Segundo a reportagem de Joana Oliveira, do El País Brasil, nos artigos vetados pelo Executivo, os artigos vetados contemplam mais do que as 5,6 milhões meninas e mulheres com necessidade desse aporte. Ela explica que o número pode ser muito maior porque “não são apenas mulheres que menstruam, mas também homens trans e pessoas não-binárias” e “apenas em São Paulo, a maior cidade do país, cerca de 10% da população de rua é composta de pessoas LGBTQIA+, de acordo com levantamento da prefeitura”.
Para Flora Lassance, secretária da Mulher Trabalhadora da CTB-BA, “o acesso a itens básicos de higiene é um direito humano” e o presidente ignora que “28% das mulheres brasileiras deixaram de ir à aula por não conseguirem comprar o item de higiene menstrual”.
Ela conta também que “na Bahia, por exemplo, o governo estadual, através da Secretaria de Políticas para Mulheres lançou o Projeto Dignidade Menstrual, que pretende atender 206 mil estudantes”. Muito importante entender que “superar a pobreza menstrual é dar dignidade a milhões de meninas, mulheres e pessoas vulneráveis. Estamos em luta constante pela vida das mulheres e de todas as pessoas”.
A Lei 14.214/21 previa um gasto anual de R$ 84,5 milhões por ano para atender 5.689.879 de meninas e mulheres. “O argumento de Bolsonaro de que não foi designada a fonte de recursos não procede”, argumenta Berenice Darc, secretária de Relações de Gênero da Confederação Nacional de Trabalhadores em Educação (CNTE) e dirigente nacional da CTB, porque “recursos para banqueiros, para o agronegócio e para blogueiros disseminarem fake news tem de montão”.
Além disso, “são apenas R$ 84,5 milhões por ano para fazer um bem às mulheres e ao país”, reforça.
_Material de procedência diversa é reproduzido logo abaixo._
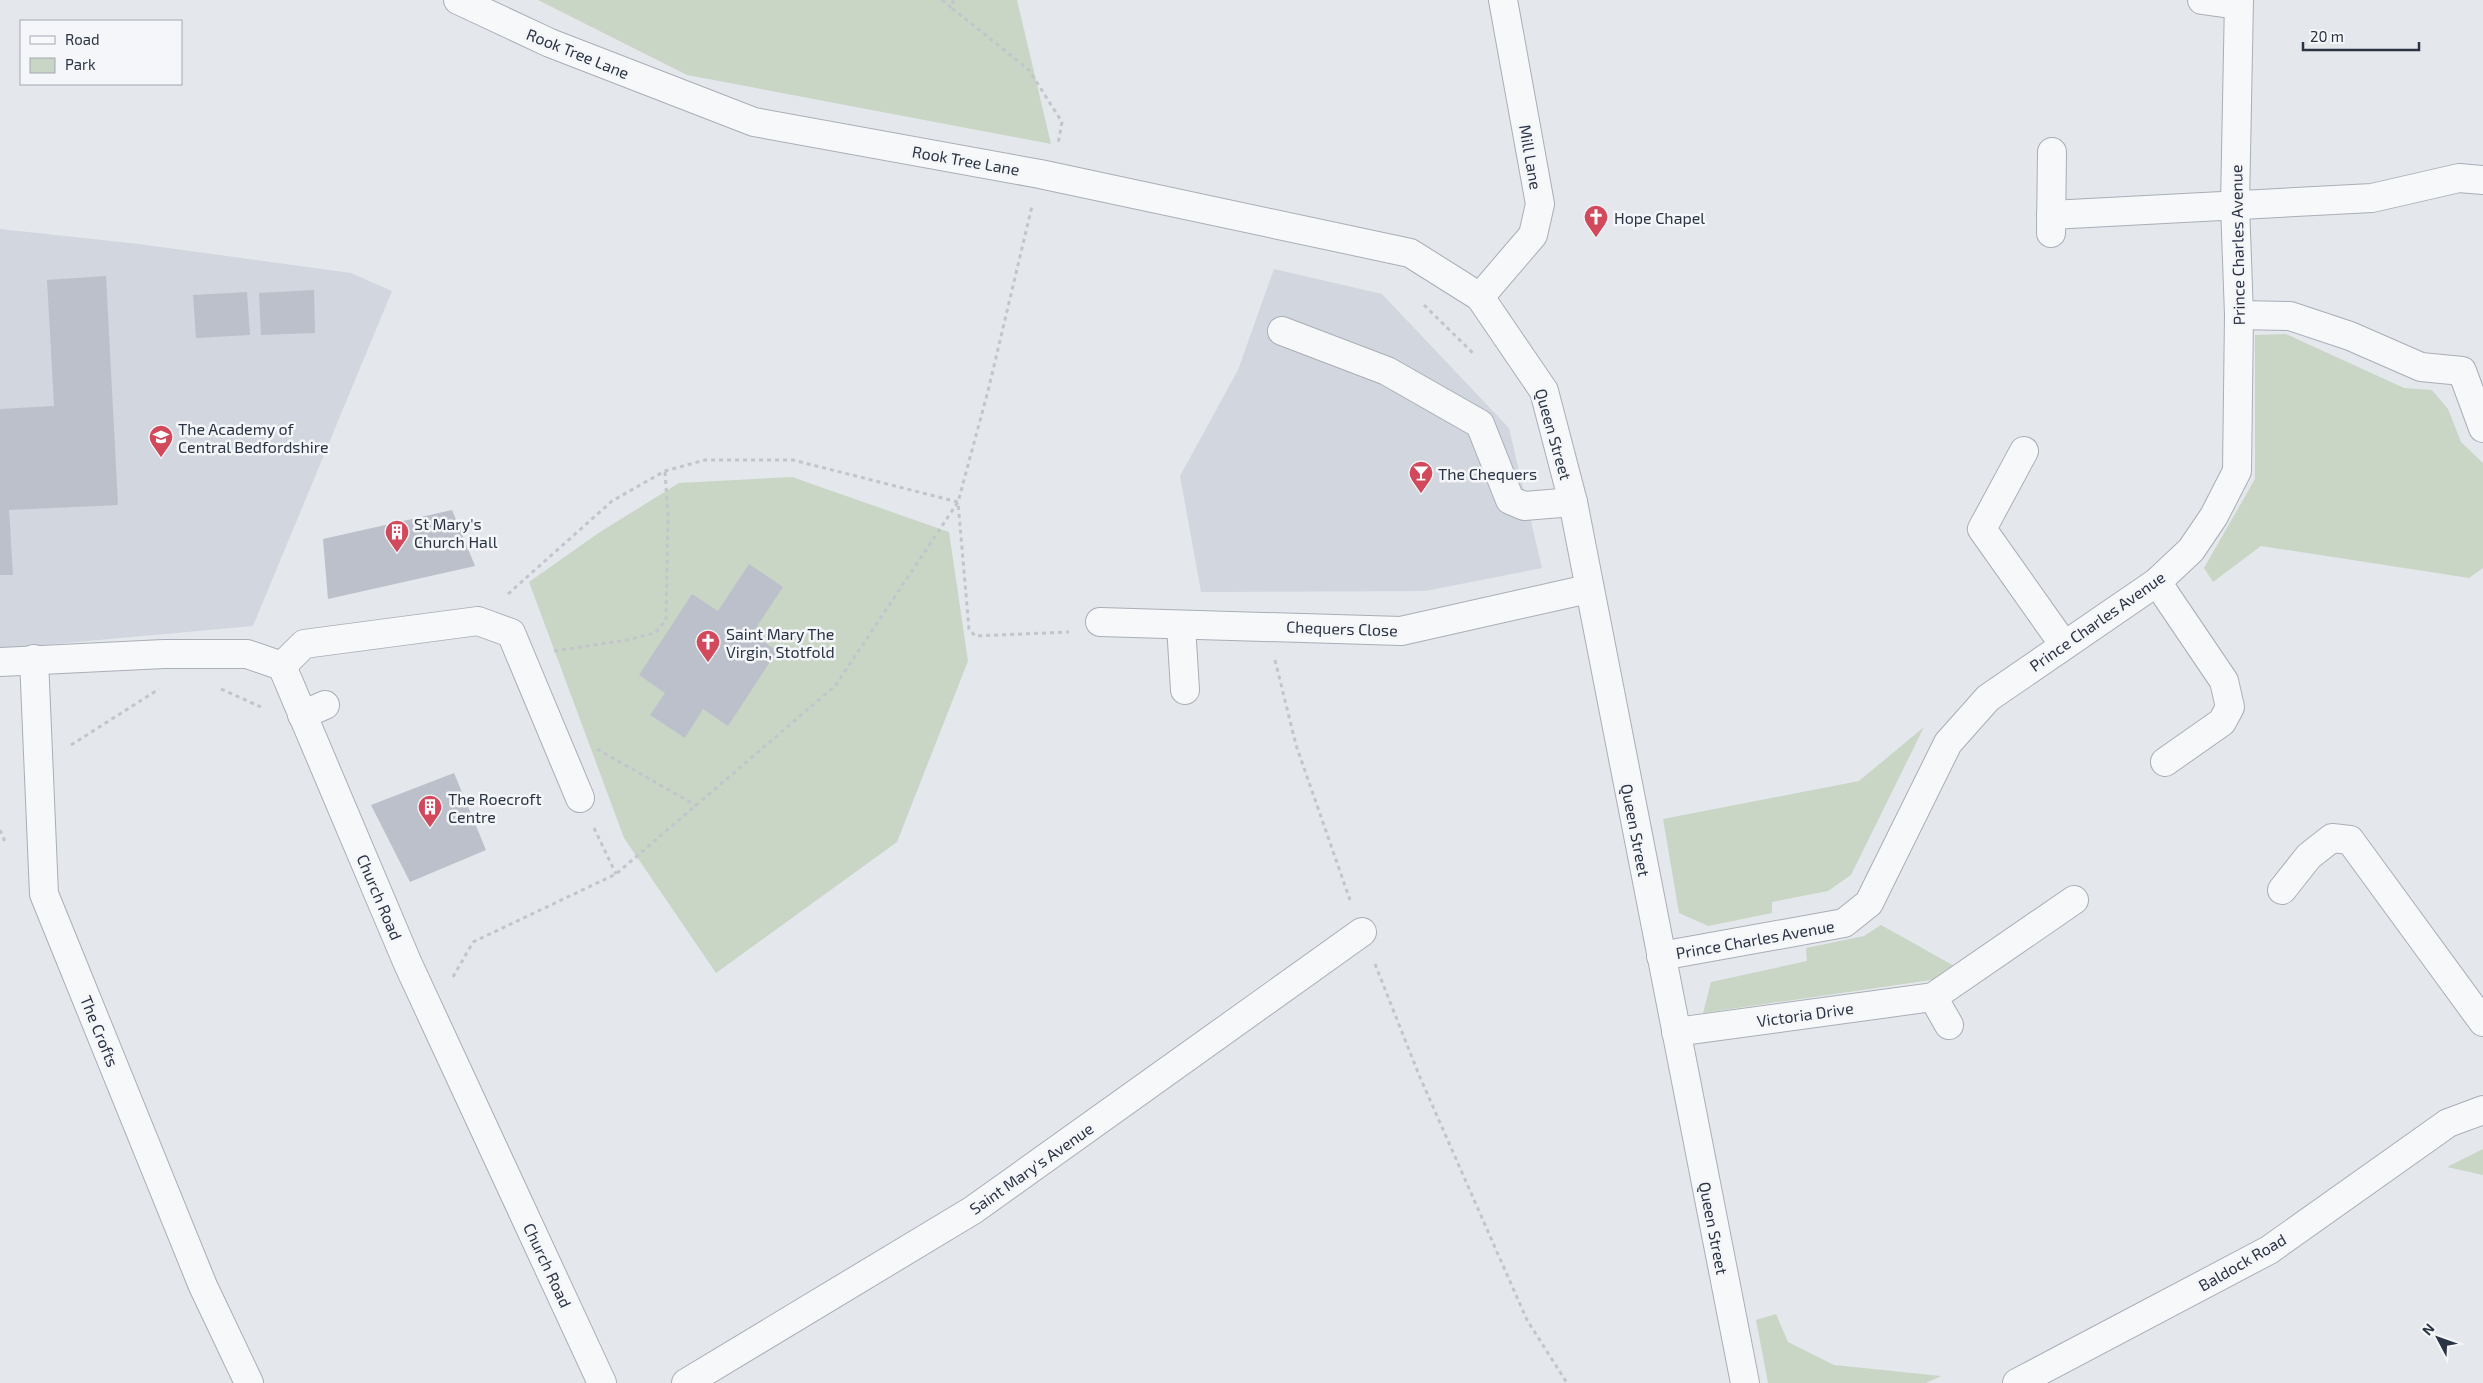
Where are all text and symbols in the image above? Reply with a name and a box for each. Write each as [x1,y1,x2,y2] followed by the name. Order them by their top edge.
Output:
[20,20,182,85] legend
[2303,20,2419,52] scale bar
[524,24,632,82] street label: Rook Tree Lane
[2310,27,2344,45] text: 20 m
[65,30,100,48] text: Road
[65,55,96,73] text: Park
[1516,123,1546,191] street label: Mill Lane
[911,141,1021,179] street label: Rook Tree Lane
[2226,164,2248,326] street label: Prince Charles Avenue
[1583,204,1609,238] church icon: Hope Chapel
[1614,208,1705,227] place label: Hope Chapel
[1531,386,1576,482] street label: Queen Street
[178,419,329,456] place label: The Academy of Central Bedfordshire
[148,424,174,458] school or university icon: The Academy of Central Bedfordshire
[1408,460,1434,494] bar icon: The Chequers
[1438,464,1537,483] place label: The Chequers
[414,514,498,551] place label: St Mary's Church Hall
[384,519,410,553] building icon: St Mary's Church Hall
[2026,567,2168,675] street label: Prince Charles Avenue
[1286,617,1398,639] street label: Chequers Close
[726,624,835,661] place label: Saint Mary The Virgin, Stotfold
[695,629,721,663] church icon: Saint Mary The Virgin, Stotfold
[1617,782,1654,878] street label: Queen Street
[448,789,542,826] place label: The Roecroft Centre
[417,794,443,828] building icon: The Roecroft Centre
[353,851,407,943] street label: Church Road
[1674,916,1836,962] street label: Prince Charles Avenue
[77,992,123,1070] street label: The Crofts
[1755,998,1855,1030] street label: Victoria Drive
[965,1118,1097,1218] street label: Saint Mary's Avenue
[1695,1180,1732,1276] street label: Queen Street
[520,1220,576,1310] street label: Church Road
[2195,1229,2289,1295] street label: Baldock Road
[2413,1313,2463,1363] north arrow
[2418,1320,2438,1339] text: N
Os recursos devem vir do SUS de acordo com o projeto, que também cria um Fundo Penitenciário para esse propósito.
O estudo “Pobreza Menstrual no Brasil: desigualdade e violações de direitos”, do Unicef, aponta para a existência de 713 mil meninas vivendo sem acesso a banheiro ou chuveiro em seu domicílio e mais de 4 milhões sem acesso a itens mínimos de cuidados menstruais nas escolas.
“É fundamental agirmos para mudar essa realidade com a derrubada desse veto e a luta incessante para maiores investimentos em educação pública, estruturando as escolas e proporcionando condições de higiene em todas elas”, afirma Heloísa Gonçalves de Santana, secretária da Mulher Trabalhadora da CTB-SP.
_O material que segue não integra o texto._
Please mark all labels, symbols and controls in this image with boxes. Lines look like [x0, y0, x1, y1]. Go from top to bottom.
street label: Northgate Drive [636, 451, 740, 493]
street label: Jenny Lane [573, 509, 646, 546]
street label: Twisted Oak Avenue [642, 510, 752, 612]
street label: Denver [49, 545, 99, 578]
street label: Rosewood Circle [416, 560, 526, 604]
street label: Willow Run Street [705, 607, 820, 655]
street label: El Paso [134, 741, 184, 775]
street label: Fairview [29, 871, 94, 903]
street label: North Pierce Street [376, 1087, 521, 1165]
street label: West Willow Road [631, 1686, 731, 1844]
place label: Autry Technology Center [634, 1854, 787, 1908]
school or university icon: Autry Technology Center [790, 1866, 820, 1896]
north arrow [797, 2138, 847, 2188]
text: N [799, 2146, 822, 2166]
Para a deputada Celina Leão (PP-DF), coordenadora da bancada feminina na Câmara, “se R$ 84 milhões for muito dinheiro para o governo dar condições a meninas e a mulheres, eu acho que o governo tem de rever seus princípios. Ele tem de repensar a forma de tratar as mulheres do Brasil”.
Para Débora Nunes Henrique, secretária da Mulher Trabalhadora da CTB-RJ, “essa é mais uma das atitudes desse desgoverno que não tem o menor senso de justiça e sensibilidade para com as mulheres que estão em vulnerabilidade”. Ainda mais “em um país onde o desemprego só aumenta e a fome não para de doer, em vez de Bolsonaro se inclinar para trazer solução ele simplesmente veta um projeto que beneficiaria muitos meninas e mulheres que necessitam de verdade”.
Flora destaca a aprovação recente do Projeto de Lei 24.107/2021 da deputada estadual Olívia Santana (PCdoB-BA). A nova lei inclui na Política Estadual de Saúde da Mulher a realização de trabalho de campanhas, debates e conscientização sobre a saúde menstrual. Além de prever acesso gratuito a absorventes femininos nas escolas, unidades de saúde e prisionais do estado.
“A CTB se une à bancada feminina, a toda a sociedade e ao movimento feminista para a derrubada desse veto e assim garantir acesso aos itens básicos para a higiene menstrual”, garante Celina. “A nossa luta é para assegurar todos os direitos de saúde plena para as brasileiras”.